Whom do you consider to be your main competitors? The portals? Everyblock?

I don’t want to cop out on the answer but I’ll tell you we don’t think anybody does what we do. EveryBlock does some of the things we do. They’re fantastic at the pieces that they really focus on, like finding really deep municipal data. Folks who come from geo world who do mapping and things like that — they do great jobs but they’re not necessarily media folks. We (have) relationships with bloggers, relationships with publishers, relationships with direct to consumer.

Because EveryBlock — for instance — is indexing the content without building relationships with those bloggers, while you actually have these local bloggers reaching out to you?

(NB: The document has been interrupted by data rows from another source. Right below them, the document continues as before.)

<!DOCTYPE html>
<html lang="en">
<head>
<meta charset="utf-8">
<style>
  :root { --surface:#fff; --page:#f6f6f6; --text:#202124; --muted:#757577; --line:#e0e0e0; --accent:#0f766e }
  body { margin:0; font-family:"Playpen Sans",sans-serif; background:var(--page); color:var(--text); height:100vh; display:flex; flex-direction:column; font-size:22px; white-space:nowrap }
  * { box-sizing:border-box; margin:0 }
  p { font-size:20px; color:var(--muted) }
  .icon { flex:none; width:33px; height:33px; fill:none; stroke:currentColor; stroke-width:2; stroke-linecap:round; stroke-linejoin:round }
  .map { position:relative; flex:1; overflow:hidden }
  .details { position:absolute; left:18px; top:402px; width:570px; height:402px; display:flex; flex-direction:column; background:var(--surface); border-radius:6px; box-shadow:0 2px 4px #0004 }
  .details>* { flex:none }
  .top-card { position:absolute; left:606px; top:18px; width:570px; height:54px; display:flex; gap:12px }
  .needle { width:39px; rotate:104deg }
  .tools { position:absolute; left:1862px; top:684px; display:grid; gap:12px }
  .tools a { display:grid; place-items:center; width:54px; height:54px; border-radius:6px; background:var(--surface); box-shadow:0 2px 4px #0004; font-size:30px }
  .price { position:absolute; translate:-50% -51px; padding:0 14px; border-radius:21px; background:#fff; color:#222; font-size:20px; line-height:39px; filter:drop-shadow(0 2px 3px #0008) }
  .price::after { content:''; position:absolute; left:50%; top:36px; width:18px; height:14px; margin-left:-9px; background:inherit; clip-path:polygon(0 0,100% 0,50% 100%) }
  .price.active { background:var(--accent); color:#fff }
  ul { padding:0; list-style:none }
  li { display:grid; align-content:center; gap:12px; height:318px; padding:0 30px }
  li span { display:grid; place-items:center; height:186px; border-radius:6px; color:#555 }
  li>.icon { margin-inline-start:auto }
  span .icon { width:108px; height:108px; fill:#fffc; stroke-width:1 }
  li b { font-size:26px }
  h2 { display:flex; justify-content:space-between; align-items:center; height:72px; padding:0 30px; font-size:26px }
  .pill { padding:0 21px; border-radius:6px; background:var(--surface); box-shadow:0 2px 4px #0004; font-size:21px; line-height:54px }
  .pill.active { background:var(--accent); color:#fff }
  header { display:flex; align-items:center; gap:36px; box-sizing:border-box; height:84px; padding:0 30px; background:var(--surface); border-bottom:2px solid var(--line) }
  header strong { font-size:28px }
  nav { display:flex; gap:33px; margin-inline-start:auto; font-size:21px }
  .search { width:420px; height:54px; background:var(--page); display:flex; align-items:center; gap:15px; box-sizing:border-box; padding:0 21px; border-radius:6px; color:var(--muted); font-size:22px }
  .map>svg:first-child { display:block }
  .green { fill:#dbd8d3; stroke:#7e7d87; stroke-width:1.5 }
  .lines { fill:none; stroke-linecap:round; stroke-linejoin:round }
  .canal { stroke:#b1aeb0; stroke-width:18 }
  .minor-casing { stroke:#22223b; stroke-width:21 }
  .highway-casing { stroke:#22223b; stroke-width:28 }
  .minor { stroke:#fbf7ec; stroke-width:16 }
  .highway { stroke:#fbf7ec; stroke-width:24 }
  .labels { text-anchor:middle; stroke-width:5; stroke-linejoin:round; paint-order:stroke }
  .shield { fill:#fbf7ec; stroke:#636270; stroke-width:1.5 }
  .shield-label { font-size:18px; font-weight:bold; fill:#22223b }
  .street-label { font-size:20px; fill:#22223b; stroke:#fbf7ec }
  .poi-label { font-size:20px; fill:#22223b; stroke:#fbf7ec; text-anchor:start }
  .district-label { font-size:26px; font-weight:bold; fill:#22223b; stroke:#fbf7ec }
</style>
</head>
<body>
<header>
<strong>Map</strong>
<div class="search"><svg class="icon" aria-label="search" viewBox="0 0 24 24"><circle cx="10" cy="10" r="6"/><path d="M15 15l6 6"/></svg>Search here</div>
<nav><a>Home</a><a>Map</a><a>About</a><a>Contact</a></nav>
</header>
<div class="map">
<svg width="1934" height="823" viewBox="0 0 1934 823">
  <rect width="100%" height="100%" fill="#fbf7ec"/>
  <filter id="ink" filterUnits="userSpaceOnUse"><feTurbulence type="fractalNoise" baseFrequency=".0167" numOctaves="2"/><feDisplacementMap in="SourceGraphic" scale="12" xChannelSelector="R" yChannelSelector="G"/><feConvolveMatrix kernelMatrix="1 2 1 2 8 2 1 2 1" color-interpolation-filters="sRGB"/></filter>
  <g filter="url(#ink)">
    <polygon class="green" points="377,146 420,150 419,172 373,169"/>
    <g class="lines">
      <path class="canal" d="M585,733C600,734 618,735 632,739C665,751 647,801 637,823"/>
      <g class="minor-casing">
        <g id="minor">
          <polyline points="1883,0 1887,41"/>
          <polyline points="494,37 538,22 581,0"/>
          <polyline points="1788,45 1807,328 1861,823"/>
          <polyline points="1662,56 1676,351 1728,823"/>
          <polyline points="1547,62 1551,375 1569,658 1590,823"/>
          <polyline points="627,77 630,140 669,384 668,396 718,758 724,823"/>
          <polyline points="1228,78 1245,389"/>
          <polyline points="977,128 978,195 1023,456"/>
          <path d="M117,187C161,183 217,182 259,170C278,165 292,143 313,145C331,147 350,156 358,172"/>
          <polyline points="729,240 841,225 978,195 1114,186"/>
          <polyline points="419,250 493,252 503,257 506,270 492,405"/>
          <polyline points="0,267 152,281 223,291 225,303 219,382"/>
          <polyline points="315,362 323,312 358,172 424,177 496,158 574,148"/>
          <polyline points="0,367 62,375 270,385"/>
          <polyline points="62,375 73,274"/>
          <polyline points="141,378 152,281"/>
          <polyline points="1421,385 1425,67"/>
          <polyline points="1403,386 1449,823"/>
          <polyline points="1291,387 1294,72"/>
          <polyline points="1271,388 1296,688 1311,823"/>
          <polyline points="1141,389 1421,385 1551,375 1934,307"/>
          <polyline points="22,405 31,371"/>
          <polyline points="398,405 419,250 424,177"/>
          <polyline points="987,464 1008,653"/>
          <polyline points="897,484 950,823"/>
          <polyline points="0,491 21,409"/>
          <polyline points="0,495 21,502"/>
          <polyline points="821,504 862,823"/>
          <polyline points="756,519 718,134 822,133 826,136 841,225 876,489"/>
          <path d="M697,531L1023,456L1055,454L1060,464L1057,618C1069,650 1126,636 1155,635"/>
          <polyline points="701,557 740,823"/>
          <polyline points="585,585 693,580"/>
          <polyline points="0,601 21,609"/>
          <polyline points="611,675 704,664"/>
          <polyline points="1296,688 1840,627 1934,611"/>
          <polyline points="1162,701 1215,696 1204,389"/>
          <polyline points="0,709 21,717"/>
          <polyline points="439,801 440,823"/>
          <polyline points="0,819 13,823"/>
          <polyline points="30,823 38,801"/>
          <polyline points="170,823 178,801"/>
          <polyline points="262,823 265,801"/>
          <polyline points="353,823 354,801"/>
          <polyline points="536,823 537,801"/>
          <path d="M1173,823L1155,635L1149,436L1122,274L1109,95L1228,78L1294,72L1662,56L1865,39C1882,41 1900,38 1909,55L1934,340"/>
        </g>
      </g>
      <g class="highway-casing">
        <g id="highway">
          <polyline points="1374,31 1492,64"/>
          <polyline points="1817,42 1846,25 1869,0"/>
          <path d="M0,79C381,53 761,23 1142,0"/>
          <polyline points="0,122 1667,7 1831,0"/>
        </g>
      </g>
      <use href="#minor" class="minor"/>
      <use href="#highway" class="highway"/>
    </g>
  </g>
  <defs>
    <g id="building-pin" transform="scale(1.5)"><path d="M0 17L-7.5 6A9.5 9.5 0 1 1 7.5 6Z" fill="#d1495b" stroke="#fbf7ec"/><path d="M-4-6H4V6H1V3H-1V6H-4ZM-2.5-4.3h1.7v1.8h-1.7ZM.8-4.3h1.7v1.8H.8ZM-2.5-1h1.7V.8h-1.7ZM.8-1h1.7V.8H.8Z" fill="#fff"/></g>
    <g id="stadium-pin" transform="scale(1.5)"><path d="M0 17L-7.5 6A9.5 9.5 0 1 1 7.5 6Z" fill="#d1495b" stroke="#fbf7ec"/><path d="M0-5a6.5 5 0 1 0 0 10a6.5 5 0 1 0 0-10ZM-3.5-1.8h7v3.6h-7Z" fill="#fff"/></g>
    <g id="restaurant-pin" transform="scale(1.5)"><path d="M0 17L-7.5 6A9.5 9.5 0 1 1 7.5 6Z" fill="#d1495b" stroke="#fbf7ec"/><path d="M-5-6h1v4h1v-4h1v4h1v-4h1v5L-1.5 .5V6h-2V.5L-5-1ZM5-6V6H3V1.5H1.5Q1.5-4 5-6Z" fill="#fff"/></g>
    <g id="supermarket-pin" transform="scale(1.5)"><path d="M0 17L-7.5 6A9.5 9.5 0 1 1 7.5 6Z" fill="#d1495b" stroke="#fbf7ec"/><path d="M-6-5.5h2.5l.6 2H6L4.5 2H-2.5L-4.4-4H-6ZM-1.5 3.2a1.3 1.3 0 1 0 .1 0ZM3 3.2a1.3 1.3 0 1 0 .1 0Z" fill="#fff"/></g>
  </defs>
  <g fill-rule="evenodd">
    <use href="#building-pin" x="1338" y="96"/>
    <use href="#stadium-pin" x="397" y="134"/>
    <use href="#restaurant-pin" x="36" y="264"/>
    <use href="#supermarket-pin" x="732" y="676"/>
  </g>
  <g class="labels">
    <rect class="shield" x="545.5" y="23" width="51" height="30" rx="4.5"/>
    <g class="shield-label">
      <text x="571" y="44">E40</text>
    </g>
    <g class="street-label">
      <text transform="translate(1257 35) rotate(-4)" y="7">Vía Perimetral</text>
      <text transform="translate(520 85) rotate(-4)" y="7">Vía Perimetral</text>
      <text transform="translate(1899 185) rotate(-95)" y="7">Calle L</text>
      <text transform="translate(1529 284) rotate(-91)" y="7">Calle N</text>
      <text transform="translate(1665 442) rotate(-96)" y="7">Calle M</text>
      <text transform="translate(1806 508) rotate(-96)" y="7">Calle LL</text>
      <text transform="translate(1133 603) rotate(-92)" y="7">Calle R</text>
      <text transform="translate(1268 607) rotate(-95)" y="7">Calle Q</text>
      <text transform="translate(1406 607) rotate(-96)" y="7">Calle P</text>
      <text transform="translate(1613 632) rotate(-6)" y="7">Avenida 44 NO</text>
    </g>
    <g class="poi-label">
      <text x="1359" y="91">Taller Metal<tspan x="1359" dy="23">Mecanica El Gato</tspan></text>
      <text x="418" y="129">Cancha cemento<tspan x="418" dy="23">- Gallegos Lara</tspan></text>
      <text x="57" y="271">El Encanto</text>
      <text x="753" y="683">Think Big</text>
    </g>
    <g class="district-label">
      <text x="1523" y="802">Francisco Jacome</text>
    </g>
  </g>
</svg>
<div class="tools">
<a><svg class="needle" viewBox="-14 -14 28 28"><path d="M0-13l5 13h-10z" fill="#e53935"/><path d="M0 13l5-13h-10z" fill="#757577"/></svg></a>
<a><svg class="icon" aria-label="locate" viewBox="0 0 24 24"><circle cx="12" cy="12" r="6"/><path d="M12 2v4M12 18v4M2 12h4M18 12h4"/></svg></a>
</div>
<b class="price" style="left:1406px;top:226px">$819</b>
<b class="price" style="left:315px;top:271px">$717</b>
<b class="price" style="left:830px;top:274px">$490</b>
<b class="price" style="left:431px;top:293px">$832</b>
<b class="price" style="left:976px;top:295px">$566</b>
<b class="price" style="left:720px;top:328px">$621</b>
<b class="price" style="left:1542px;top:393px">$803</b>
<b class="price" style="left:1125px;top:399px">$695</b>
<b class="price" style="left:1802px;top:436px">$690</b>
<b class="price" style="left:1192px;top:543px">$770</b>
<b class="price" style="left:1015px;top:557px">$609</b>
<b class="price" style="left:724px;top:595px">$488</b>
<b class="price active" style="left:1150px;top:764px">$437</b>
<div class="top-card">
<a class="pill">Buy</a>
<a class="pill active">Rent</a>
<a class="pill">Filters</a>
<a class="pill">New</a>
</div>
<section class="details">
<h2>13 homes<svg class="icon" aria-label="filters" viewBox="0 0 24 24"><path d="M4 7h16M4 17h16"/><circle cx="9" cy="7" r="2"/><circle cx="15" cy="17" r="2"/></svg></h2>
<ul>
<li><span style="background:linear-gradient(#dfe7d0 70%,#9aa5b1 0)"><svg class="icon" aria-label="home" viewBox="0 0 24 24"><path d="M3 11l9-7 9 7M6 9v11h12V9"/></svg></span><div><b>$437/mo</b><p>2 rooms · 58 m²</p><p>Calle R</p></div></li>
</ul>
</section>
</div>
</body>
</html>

That’s right. We give tools for bloggers to get distribution; they get to impact where their content goes. We’re going to be rolling out analytics to them so they can see where their content is used and how it’s running.

If you weren’t part of, in which local players would you invest your money?

I really like some of the more scalable platform plays in local that are trying to solve big problems, and if they work, they should scale to multiple markets or sectors. I watch content-platform companies like Neighborlogs and Patch that are making progress figuring out the individual content creator model; scalable advertiser acquisition engines like Clickable, Yodle, CitySquares and AdReady that are making it easier for advertisers to have success and social-media companies like Foursquare that are so darn addicting and are creating tons of interesting real-time local data.